Floquet codes and phases in twist-defect networks

TL;DR

This paper introduces paired twist-defect networks that unify Floquet codes, adiabatic Hamiltonian loops, and Floquet topological orders, enabling topological analysis of code dynamics and revealing topological obstructions in specific models.

Contribution

It establishes a formalism connecting Floquet codes with topological phases and provides new models with customizable anyon-automorphism dynamics.

Findings

Honeycomb Floquet code has an irrational chiral Floquet index

Topological obstructions prevent simple boundary formation in certain codes

Generalized codes exhibit arbitrary anyon-automorphism dynamics

Abstract

We introduce a class of models, dubbed paired twist-defect networks, that generalize the structure of Kitaev's honeycomb model for which there is a direct equivalence between: i) Floquet codes (FCs), ii) adiabatic loops of gapped Hamiltonians, and iii) unitary loops or Floquet-enriched topological orders (FETs) many-body localized phases.
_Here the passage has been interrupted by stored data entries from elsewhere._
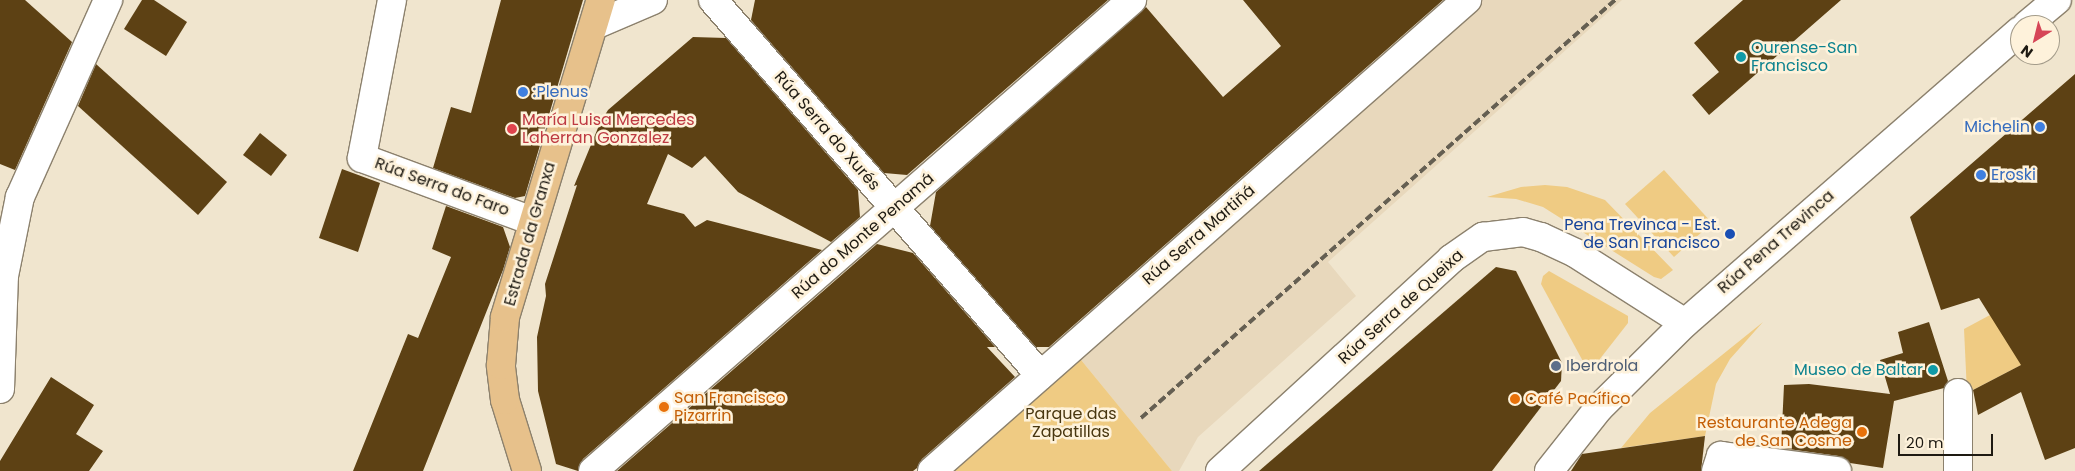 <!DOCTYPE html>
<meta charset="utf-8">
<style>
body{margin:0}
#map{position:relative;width:2075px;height:471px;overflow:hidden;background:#f0e5ce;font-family:Poppins,sans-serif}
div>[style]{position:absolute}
.built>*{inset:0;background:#e8d8bc}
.green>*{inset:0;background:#efcb83}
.building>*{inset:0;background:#5d4114}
.roads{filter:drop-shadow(1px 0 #8c816d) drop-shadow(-1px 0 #8c816d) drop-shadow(0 1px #8c816d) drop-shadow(0 -1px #8c816d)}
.minor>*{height:28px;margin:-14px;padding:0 14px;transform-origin:14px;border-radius:14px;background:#fff}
.major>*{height:28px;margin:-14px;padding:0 14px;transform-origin:14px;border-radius:14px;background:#e7c18b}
.rail>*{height:4px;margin-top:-2px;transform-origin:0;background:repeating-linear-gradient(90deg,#655f52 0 8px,transparent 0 12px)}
.dots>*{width:14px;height:14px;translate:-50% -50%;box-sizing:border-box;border:2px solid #fef2db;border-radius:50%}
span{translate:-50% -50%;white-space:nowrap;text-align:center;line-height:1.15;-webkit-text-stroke:5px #fef2db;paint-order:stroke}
.culture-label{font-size:16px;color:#0d838f}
.left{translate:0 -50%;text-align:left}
.right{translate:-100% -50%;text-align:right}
.shop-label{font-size:16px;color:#366cbe}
.health-label{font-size:16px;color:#be3a42}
.street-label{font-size:16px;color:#1e1a12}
.transit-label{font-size:16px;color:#164399}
.service-label{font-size:16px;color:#4e5e75}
.food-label{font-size:16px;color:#c56008}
.park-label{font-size:16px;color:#48360f}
.north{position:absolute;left:2010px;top:15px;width:50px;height:50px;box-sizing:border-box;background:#fef2db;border:1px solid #a49c8b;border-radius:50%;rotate:216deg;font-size:14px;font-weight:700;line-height:20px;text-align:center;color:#1e1a12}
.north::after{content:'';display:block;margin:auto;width:18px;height:22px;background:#d64557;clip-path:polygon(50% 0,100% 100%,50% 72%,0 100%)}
.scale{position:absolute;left:1898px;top:434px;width:95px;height:22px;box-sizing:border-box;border:2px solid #1e1a12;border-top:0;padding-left:6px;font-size:15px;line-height:18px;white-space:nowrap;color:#1e1a12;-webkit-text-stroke:4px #fef2db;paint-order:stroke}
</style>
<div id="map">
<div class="built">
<i style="clip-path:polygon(1480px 0,1622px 0,1328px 262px,1356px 296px,1198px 437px,1179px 471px,1172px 471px,1077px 355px)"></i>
</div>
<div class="green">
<i style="clip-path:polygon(1664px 170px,1712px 223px,1674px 257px,1625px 204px)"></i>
<i style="clip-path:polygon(1545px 185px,1567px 187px,1605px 200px,1673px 270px,1661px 279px,1654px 277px,1543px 207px,1516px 199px,1487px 197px,1521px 187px)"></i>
<i style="clip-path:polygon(1549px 271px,1628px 316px,1628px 323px,1592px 369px,1585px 365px,1541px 284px,1543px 276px)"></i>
<i style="clip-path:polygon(1990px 315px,2052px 349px,1967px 393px,1964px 329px)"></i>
<i style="clip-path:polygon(1763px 322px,1730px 359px,1716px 384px,1705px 436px,1621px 448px,1650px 413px)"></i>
<i style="clip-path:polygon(1077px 355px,1172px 471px,944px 471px)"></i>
</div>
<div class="building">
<i style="clip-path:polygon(0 0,25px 0,72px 42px,15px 170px,0 164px)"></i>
<i style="clip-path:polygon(142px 0,154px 0,187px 22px,166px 56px,124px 29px)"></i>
<i style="clip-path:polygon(501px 0,583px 0,525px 196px,515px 198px,433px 168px,451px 107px,471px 113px)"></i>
<i style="clip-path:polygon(755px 0,1108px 0,907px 175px,884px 173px,751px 20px)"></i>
<i style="clip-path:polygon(1243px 0,1443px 0,1049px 347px,1036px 347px,930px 226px,936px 192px,1146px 7px,1223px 97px,1281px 46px)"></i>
<i style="clip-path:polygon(1743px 0,1841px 0,1709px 115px,1692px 95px,1719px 72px,1694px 43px)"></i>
<i style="clip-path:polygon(693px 37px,726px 38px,858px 190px,860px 217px,831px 242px,738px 192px,705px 156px,692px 168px,668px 154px,647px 204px,684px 214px,695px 227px,707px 220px,822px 250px,583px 459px,578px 471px,556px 464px,538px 391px,537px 337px,546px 296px,545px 284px,577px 185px,574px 186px,600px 123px,608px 110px)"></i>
<i style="clip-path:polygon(96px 64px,227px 182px,198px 215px,78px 106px)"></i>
<i style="clip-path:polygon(2075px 74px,2075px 448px,2045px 460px,2021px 392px,1978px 415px,1973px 390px,2021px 365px,1979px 298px,1941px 310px,1910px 217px)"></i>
<i style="clip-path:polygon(260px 133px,287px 155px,271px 176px,243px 155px)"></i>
<i style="clip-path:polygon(342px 169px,380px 183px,358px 252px,319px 238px)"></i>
<i style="clip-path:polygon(446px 206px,503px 227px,510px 247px,503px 270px,423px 471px,353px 471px,408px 334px,418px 338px,451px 257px,432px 249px)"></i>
<i style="clip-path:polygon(877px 244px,913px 253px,995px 347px,987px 347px,1015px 377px,922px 459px,917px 468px,913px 471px,617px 471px)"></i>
<i style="clip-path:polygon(1496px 267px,1516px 271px,1562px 363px,1561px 381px,1492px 471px,1259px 471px)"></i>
<i style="clip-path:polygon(1929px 322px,1948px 381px,1944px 388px,1894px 401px,1883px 468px,1850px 463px,1839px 456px,1781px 448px,1784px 385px,1809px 384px,1890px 394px,1880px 360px,1903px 353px,1898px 332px)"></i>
<i style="clip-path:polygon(51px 377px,94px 405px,76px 434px,103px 451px,89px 471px,0 471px,0 461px)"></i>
<i style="clip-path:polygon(1705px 436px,1701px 471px,1571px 471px,1582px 454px)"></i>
</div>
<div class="roads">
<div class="minor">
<i style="left:392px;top:0;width:161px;rotate:100.8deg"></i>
<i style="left:362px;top:158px;width:181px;rotate:20.3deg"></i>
<i style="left:713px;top:0;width:498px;rotate:48.9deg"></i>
<i style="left:595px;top:25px;width:63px;rotate:-23.3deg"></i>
<i style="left:2027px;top:25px;width:39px;rotate:-40deg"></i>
<i style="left:0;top:389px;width:113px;rotate:-88deg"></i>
<i style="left:4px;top:276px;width:81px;rotate:-78.6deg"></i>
<i style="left:20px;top:197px;width:216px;rotate:-65.9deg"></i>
<i style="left:1958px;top:393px;width:78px;rotate:90deg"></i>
<i style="left:593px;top:471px;width:716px;rotate:-41.15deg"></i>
<i style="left:932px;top:471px;width:713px;rotate:-41.36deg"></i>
<i style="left:1220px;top:471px;width:314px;rotate:-42.5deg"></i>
<i style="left:1451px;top:259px;width:39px;rotate:-35deg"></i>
<i style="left:1483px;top:237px;width:40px;rotate:-7.1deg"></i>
<i style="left:1523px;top:232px;width:19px;rotate:16deg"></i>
<i style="left:1541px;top:237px;width:38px;rotate:25deg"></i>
<i style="left:1575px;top:253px;width:130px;rotate:32.5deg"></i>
<i style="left:1549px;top:471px;width:80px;rotate:-51.6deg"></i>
<i style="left:1599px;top:408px;width:121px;rotate:-44.7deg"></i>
<i style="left:1685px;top:323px;width:444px;rotate:-41.1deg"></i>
<i style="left:1716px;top:471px;width:16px;rotate:-72deg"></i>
<i style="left:1721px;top:456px;width:117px;rotate:7.4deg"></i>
</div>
<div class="major">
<i style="left:527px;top:471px;width:74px;rotate:-107.2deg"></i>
<i style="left:505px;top:400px;width:35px;rotate:-97deg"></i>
<i style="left:501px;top:365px;width:48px;rotate:-85.2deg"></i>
<i style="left:505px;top:317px;width:331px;rotate:-73.2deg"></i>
</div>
</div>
<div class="rail">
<i style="left:1141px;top:418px;width:632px;rotate:-41.41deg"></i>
</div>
<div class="dots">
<i style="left:1741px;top:57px;background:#0f9aa8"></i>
<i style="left:523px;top:92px;background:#3f7fe0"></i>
<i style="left:2040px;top:127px;background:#3f7fe0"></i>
<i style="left:512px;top:129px;background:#e0444e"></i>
<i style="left:1981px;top:175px;background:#3f7fe0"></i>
<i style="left:1730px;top:234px;background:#1a4fb4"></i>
<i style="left:1556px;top:366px;background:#5c6f8a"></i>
<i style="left:1933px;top:370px;background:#0f9aa8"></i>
<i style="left:1515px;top:399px;background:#e8710a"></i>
<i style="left:664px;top:407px;background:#e8710a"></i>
<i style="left:1862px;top:432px;background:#e8710a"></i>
</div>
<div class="culture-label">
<span class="left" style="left:1751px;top:57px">Ourense-San<br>Francisco</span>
<span class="right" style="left:1923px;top:370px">Museo de Baltar</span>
</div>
<div class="shop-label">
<span class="left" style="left:533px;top:92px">:Plenus</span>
<span class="right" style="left:2030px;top:127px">Michelin</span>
<span class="left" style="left:1991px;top:175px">Eroski</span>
</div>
<div class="health-label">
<span class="left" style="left:522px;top:129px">María Luisa Mercedes<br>Laherran Gonzalez</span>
</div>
<div class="street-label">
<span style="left:827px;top:131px;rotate:49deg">Rúa Serra do Xurés</span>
<span style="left:442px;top:187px;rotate:20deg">Rúa Serra do Faro</span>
<span style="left:530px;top:234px;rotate:-74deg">Estrada da Granxa</span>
<span style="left:1199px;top:235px;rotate:-41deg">Rúa Serra Martiñá</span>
<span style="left:863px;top:236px;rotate:-41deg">Rúa do Monte Penamá</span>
<span style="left:1776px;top:242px;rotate:-41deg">Rúa Pena Trevinca</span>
<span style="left:1401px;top:307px;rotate:-42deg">Rúa Serra de Queixa</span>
</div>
<div class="transit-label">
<span class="right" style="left:1720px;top:234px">Pena Trevinca - Est.<br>de San Francisco</span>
</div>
<div class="service-label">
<span class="left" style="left:1566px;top:366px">Iberdrola</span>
</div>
<div class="food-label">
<span class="left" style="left:674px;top:407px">San Francisco<br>Pizarrin</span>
<span class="left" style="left:1525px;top:399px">Café Pacífico</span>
<span class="right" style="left:1852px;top:432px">Restaurante Adega<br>de San Cosme</span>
</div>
<div class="park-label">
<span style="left:1071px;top:423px">Parque das<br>Zapatillas</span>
</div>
<div class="north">N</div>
<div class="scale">20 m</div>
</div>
This formalism allows one to apply well-characterized topological index theorems for FETs to understand the dynamics of FCs, and to rapidly assess the code properties of many FC models. As an application, we show that the Honeycomb Floquet code of Haah and Hastings is governed by an irrational value of the chiral Floquet index, which implies a topological obstruction to forming a simple, logical boundary with the same periodicity as the bulk measurement schedule. In addition, we construct generalizations of the Honeycomb Floquet code exhibiting arbitrary anyon-automorphism dynamics for general types of Abelian topological order.